Bleues: au Kazakhstan, un contexte “très différent” du Mondial

La sélectionneuse des Bleues Corinne Diacre lors d’un point-presse à Clairefontaine, le 26 août 2019
/ © 2019 AFP

L’équipe de France va ouvrir mardi (17h00) son parcours de qualifications à l’Euro-2021 à Chymkent, au sud du Kazakhstan, dans un contexte “très différent” de ce qu’elle a connu au Mondial, contre des Kazakhes dont “il faut se méfier”, selon Corinne Diacre.

Pour ce premier match des éliminatoires, ce que les Bleues vont le plus redouter, c’est sans doute la fatigue : un voyage de huit heures et 6000 km entre Nîmes et Chymkent, “long” et “très loin” selon la sélectionneuse, mais effectué toutefois “dans de bonnes conditions”.

. Un voyage fatigant

Corinne Diacre : “On est venu là pour jouer, pour gagner un match de qualifications pour la Coupe d’Europe. On va s’adapter. C’est très loin, c’est vrai, mais on a voyagé dans de très bonnes conditions. On les a laissées se reposer ce (lundi) matin, on va encore aménager l’emploi du temps demain (mardi) pour qu’elles soient au mieux le soir. L’idée, c’est de répondre présent dès le début du match, comme on l’a fait contre l’Islande.”

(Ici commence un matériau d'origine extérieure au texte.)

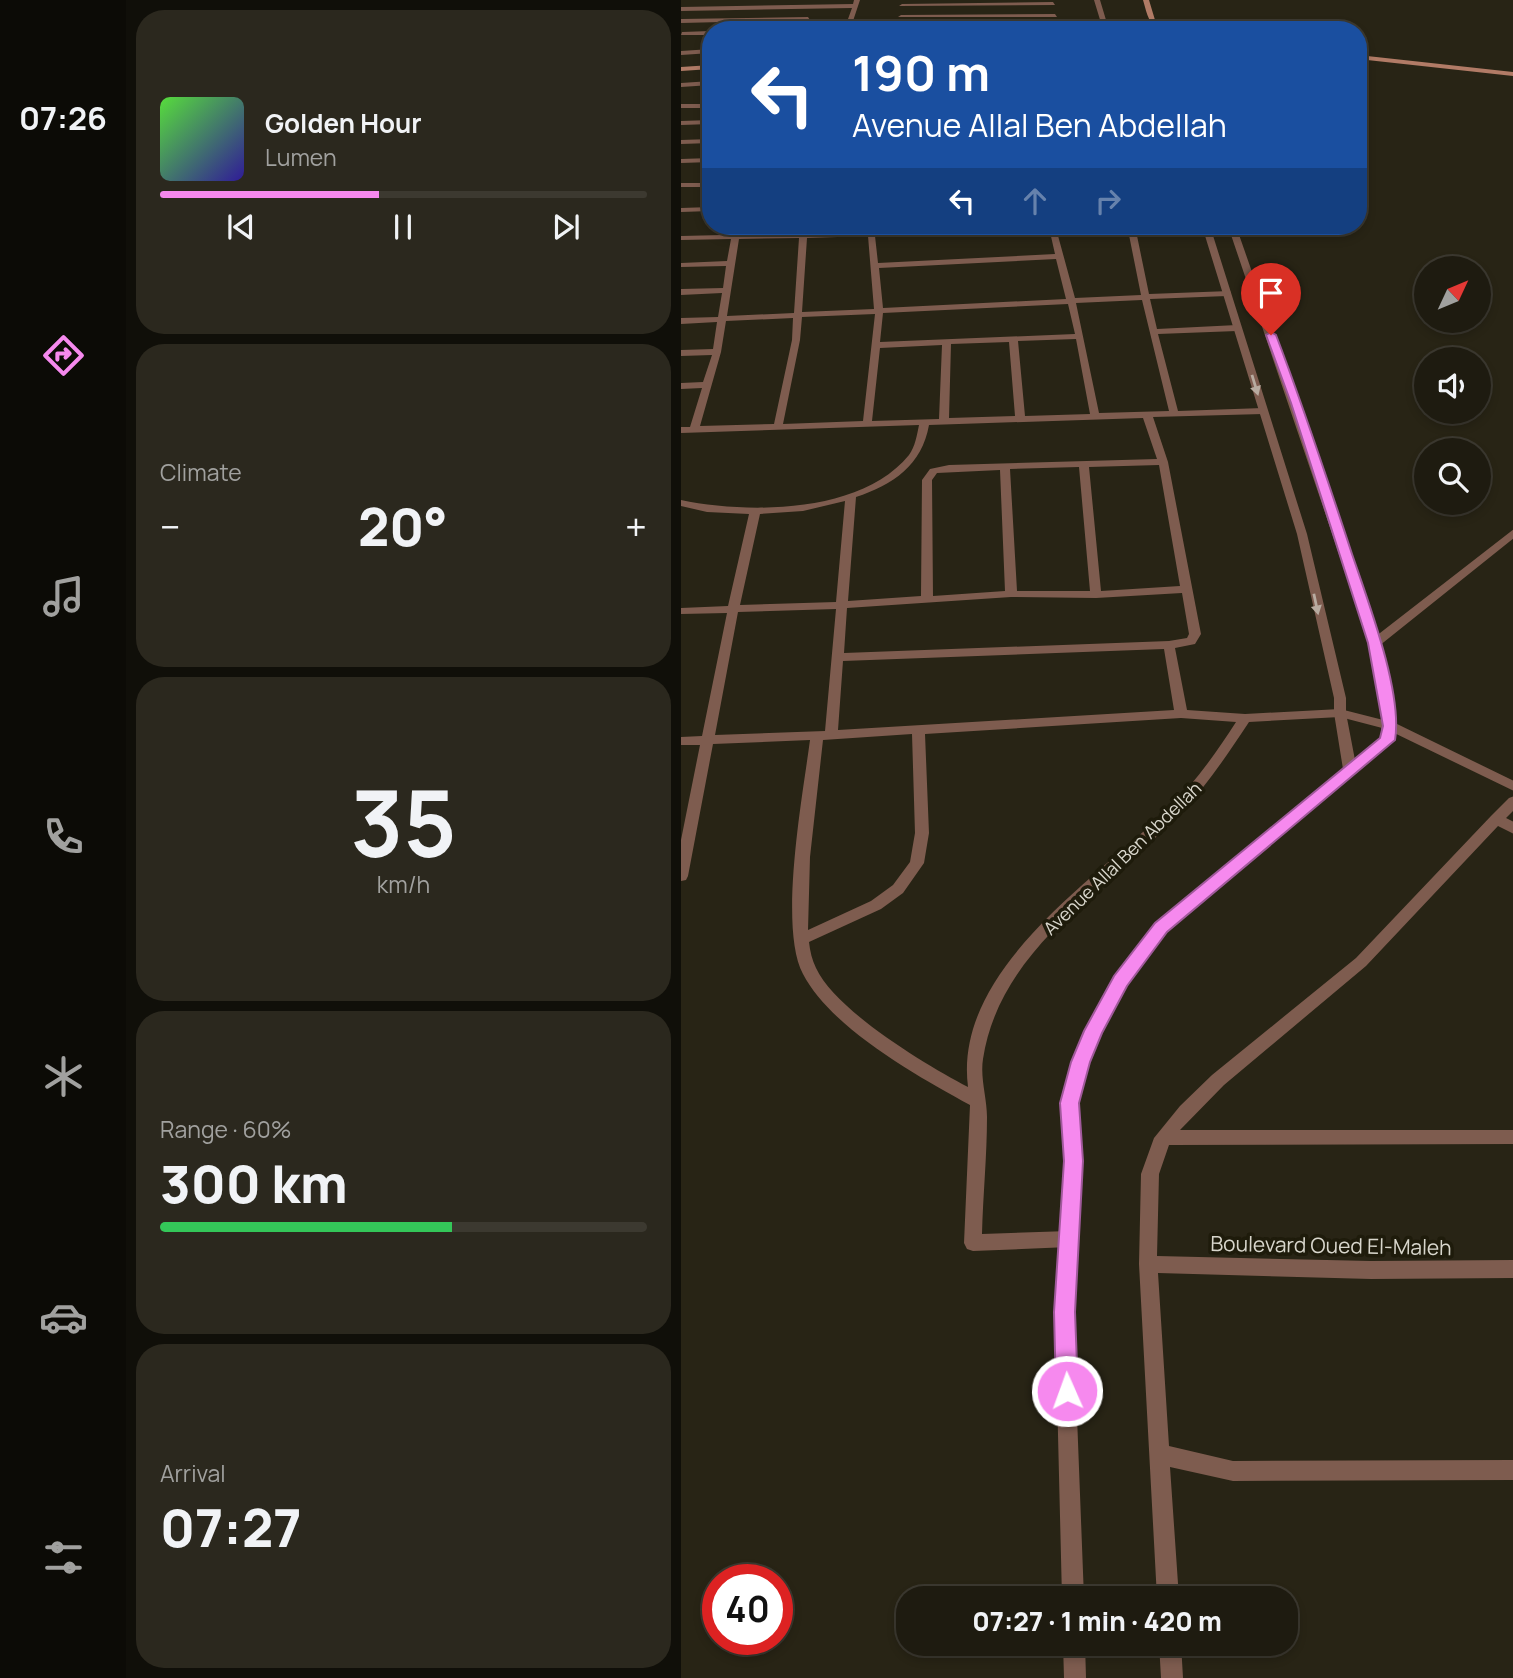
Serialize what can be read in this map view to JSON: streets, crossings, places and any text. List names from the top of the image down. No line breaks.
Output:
{"streets":{"street":["Avenue Allal Ben Abdellah","Boulevard Oued El-Maleh"]},"north":"top right","page":{"tabs":"07:26","turn":["190 m","Avenue Allal Ben Abdellah"],"song":["Golden Hour","Lumen"],"tile":["Climate",["35","km/h"],["Range · 60%","300 km"],["Arrival","07:27"]],"heat":["−","20°","+"],"limit":"40","trip":"07:27 · 1 min · 420 m"}}
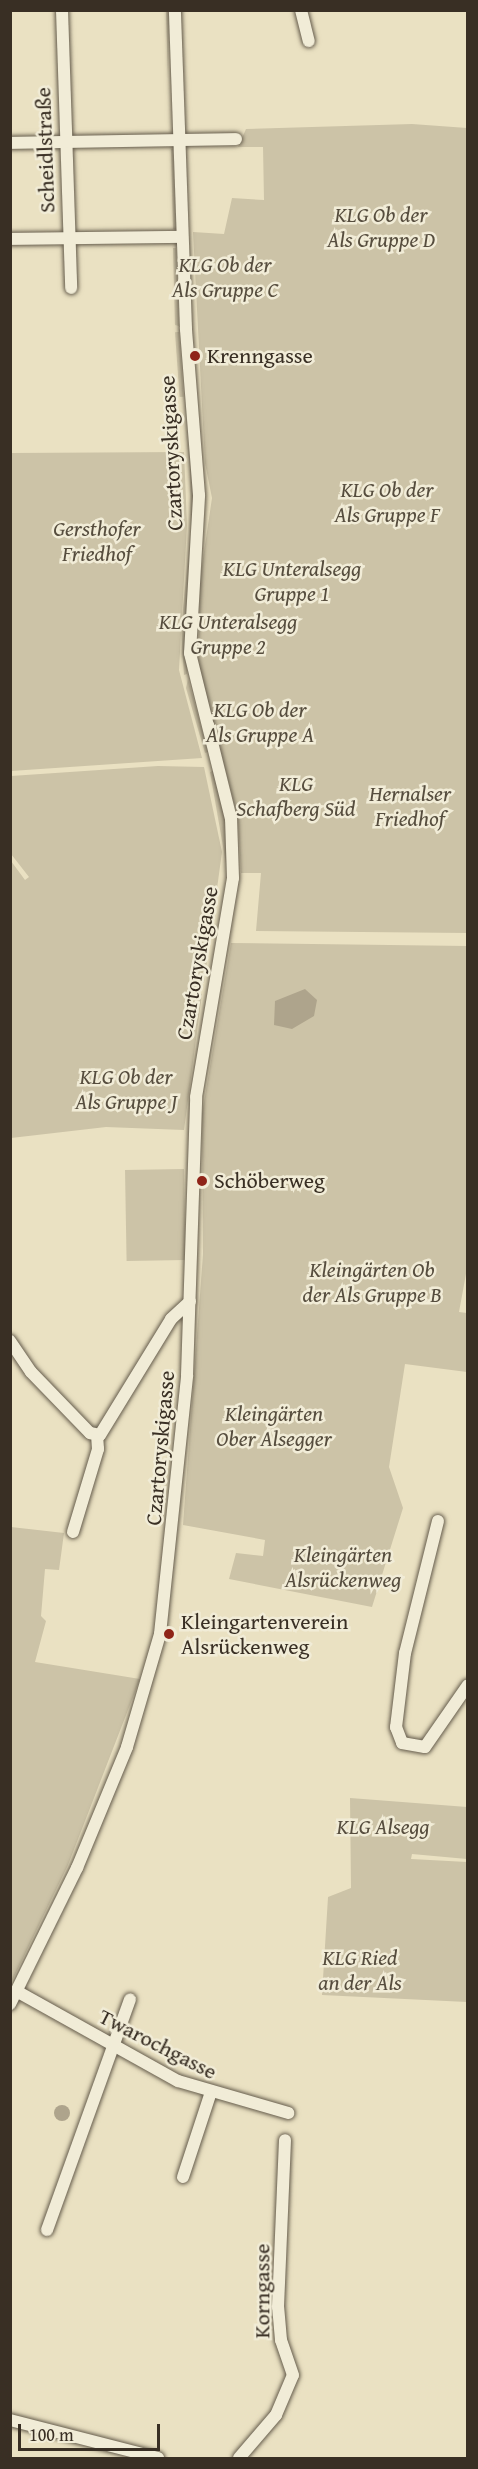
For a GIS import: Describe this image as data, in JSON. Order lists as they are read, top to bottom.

Eugénie Le Sommer : “Le décalage horaire, il faut essayer de s’y faire. C’était un peu difficile de s’endormir hier (dimanche) soir, mais ça ne va pas nous empêcher de jouer. Moi, c’est la troisième fois que je viens au Kazakhstan, et j’étais même déjà venue ici (à Chymkent) avec Lyon, en Ligue des champions.”

. Le Kazakhstan, méfiance ?

Corinne Diacre : “On respecte chaque adversaire. On sait très bien que les qualifications sont logiquement à notre portée. A nous de faire le travail, de continuer sur cette dynamique. (…) Ce sera beaucoup moins physique que l’Islande. C’est une équipe qui a déjà joué des matches de qualifications, qu’elle a perdus, d’ailleurs. Mais il faut se méfier. Un match n’est jamais gagné d’avance, et encore moins ici.”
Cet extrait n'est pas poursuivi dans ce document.